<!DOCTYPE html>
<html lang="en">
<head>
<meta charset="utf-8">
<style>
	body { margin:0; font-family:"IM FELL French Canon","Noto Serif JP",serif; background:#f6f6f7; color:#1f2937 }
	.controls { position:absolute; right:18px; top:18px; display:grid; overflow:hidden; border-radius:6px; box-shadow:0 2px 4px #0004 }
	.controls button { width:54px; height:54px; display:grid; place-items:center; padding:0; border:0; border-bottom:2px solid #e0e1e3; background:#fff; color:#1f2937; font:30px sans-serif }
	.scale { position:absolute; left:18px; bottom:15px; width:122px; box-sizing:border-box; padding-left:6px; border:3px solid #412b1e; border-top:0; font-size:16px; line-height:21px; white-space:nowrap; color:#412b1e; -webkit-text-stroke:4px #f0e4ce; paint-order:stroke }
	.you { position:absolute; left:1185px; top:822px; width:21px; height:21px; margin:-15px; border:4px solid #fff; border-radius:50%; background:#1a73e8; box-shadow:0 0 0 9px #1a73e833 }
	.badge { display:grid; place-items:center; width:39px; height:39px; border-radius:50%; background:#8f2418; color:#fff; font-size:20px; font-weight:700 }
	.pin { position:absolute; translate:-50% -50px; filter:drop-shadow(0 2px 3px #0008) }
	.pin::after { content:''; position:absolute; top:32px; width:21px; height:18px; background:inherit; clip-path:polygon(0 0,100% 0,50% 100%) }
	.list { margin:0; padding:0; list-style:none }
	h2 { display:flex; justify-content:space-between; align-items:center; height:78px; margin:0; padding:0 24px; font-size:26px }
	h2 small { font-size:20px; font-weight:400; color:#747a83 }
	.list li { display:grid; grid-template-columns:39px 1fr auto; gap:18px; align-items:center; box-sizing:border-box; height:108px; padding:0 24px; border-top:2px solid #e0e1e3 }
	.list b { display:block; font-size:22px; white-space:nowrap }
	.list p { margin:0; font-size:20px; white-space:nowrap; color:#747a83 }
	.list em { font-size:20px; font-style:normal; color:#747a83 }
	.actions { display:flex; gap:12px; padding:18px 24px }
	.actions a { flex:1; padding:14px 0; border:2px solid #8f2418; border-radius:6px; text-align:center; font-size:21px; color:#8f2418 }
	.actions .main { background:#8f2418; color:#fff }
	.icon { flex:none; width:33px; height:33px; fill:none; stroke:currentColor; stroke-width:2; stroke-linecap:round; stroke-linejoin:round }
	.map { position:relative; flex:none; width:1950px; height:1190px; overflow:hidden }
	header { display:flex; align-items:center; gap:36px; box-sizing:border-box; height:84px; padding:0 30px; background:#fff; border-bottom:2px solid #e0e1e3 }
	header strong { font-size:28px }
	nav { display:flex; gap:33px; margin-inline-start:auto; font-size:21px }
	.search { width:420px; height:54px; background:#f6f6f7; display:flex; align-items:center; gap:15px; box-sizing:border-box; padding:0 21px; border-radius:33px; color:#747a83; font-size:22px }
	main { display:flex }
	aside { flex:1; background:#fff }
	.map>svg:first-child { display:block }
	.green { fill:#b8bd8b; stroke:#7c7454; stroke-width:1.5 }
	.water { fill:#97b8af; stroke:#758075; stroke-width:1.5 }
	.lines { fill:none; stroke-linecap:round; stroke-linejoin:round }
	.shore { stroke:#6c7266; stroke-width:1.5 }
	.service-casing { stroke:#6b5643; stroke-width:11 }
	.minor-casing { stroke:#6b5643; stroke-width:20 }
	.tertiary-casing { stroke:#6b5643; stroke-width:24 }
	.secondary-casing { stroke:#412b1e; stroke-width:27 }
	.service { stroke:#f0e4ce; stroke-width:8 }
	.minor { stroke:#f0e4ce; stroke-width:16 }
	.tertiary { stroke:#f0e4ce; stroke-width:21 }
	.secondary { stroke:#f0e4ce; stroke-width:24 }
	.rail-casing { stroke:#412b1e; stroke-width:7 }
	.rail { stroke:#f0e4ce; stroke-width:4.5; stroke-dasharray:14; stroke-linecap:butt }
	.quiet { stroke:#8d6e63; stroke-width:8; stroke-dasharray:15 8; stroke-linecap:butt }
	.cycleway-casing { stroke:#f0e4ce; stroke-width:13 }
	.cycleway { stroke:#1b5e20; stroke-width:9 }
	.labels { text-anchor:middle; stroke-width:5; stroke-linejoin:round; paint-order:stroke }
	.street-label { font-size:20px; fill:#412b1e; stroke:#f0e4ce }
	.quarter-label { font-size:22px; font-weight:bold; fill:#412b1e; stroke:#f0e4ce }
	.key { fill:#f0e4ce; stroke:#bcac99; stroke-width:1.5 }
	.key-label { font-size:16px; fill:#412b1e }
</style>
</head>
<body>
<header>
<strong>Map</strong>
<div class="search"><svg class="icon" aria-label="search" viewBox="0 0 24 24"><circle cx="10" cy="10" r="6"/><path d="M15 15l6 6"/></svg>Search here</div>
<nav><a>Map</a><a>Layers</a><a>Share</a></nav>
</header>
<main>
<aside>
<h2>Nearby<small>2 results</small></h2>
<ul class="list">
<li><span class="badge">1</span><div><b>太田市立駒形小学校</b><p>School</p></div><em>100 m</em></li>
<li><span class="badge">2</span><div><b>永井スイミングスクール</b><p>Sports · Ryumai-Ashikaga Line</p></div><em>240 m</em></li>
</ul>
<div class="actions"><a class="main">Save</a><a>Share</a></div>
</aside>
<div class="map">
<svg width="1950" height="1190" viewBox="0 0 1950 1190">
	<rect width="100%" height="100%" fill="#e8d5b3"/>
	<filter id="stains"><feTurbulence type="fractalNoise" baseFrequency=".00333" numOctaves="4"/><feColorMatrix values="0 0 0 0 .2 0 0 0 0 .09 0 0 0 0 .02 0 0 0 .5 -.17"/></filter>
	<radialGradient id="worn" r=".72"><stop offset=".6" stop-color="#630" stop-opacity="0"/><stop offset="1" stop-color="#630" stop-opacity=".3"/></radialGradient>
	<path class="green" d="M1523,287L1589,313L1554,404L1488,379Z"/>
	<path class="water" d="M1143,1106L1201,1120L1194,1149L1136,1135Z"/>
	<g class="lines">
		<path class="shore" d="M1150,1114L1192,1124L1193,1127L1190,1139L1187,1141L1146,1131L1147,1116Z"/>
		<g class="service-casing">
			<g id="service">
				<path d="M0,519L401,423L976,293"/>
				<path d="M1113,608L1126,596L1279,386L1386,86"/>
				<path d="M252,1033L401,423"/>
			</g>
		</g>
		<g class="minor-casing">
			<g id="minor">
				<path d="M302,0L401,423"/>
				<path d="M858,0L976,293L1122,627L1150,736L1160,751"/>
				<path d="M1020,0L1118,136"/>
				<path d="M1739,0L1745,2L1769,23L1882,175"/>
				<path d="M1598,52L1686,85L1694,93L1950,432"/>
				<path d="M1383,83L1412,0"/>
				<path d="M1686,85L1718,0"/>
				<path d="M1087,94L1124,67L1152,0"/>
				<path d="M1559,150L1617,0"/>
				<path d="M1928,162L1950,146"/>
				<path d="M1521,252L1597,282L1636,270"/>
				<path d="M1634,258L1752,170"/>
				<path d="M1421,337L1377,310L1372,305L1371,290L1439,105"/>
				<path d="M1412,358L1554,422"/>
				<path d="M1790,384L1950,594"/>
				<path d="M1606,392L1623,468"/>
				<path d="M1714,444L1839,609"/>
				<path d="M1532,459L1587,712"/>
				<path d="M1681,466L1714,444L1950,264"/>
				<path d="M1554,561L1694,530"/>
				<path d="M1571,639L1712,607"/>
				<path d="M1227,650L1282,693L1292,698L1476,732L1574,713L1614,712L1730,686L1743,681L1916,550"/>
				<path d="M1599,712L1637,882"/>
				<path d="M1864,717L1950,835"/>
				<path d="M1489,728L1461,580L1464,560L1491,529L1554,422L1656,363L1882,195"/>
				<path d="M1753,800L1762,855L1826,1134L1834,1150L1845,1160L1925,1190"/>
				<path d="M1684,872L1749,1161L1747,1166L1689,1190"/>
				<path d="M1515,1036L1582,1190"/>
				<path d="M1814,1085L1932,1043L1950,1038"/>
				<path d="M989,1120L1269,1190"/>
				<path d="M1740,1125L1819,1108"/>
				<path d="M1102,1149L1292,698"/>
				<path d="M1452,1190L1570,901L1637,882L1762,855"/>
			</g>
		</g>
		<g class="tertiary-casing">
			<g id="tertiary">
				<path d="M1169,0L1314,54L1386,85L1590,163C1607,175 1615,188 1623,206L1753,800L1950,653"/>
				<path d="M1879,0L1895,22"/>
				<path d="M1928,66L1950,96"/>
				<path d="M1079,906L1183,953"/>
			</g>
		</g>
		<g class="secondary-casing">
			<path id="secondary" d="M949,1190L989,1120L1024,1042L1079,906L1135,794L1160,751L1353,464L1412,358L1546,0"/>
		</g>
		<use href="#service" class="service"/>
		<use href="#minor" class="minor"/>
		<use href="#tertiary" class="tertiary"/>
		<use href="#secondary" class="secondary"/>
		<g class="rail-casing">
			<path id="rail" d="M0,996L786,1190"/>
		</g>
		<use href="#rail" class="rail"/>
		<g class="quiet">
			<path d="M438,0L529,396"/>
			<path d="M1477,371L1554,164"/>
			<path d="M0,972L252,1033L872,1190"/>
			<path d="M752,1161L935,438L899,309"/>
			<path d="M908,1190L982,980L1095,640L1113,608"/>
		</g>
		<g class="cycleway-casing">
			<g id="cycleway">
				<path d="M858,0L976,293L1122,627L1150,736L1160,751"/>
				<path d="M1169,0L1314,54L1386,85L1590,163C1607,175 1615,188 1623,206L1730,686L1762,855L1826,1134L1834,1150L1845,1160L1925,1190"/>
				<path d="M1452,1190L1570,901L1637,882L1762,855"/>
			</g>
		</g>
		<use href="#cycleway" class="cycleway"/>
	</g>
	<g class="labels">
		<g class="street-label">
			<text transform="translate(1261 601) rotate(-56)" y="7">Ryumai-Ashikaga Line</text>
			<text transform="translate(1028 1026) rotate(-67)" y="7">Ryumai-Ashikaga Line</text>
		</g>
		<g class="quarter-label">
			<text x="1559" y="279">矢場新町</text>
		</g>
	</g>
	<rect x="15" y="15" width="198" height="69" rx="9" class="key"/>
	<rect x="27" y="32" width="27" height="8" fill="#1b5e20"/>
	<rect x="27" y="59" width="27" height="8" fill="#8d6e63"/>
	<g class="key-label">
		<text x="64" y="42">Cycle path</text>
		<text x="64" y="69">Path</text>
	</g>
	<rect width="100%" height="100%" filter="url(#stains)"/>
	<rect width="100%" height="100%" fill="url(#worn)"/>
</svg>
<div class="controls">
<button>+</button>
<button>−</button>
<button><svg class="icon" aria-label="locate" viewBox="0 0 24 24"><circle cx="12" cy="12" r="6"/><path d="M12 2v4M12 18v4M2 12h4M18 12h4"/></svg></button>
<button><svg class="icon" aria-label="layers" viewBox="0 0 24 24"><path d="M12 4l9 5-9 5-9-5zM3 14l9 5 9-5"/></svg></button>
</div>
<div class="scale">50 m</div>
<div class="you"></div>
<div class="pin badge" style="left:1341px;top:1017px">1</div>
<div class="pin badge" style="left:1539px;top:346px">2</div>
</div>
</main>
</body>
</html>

EXERCISE AIM: Above are records; repeat only the lines starting at the line with "position:relative; flex:none; width:1950px;" and ending at the line with "stroke:#f0e4ce; stroke-width:4.5; stroke-dasharray:14;", exactly as they appear, both included.

EXPECTED ANSWER:
	.map { position:relative; flex:none; width:1950px; height:1190px; overflow:hidden }
	header { display:flex; align-items:center; gap:36px; box-sizing:border-box; height:84px; padding:0 30px; background:#fff; border-bottom:2px solid #e0e1e3 }
	header strong { font-size:28px }
	nav { display:flex; gap:33px; margin-inline-start:auto; font-size:21px }
	.search { width:420px; height:54px; background:#f6f6f7; display:flex; align-items:center; gap:15px; box-sizing:border-box; padding:0 21px; border-radius:33px; color:#747a83; font-size:22px }
	main { display:flex }
	aside { flex:1; background:#fff }
	.map>svg:first-child { display:block }
	.green { fill:#b8bd8b; stroke:#7c7454; stroke-width:1.5 }
	.water { fill:#97b8af; stroke:#758075; stroke-width:1.5 }
	.lines { fill:none; stroke-linecap:round; stroke-linejoin:round }
	.shore { stroke:#6c7266; stroke-width:1.5 }
	.service-casing { stroke:#6b5643; stroke-width:11 }
	.minor-casing { stroke:#6b5643; stroke-width:20 }
	.tertiary-casing { stroke:#6b5643; stroke-width:24 }
	.secondary-casing { stroke:#412b1e; stroke-width:27 }
	.service { stroke:#f0e4ce; stroke-width:8 }
	.minor { stroke:#f0e4ce; stroke-width:16 }
	.tertiary { stroke:#f0e4ce; stroke-width:21 }
	.secondary { stroke:#f0e4ce; stroke-width:24 }
	.rail-casing { stroke:#412b1e; stroke-width:7 }
	.rail { stroke:#f0e4ce; stroke-width:4.5; stroke-dasharray:14; stroke-linecap:butt }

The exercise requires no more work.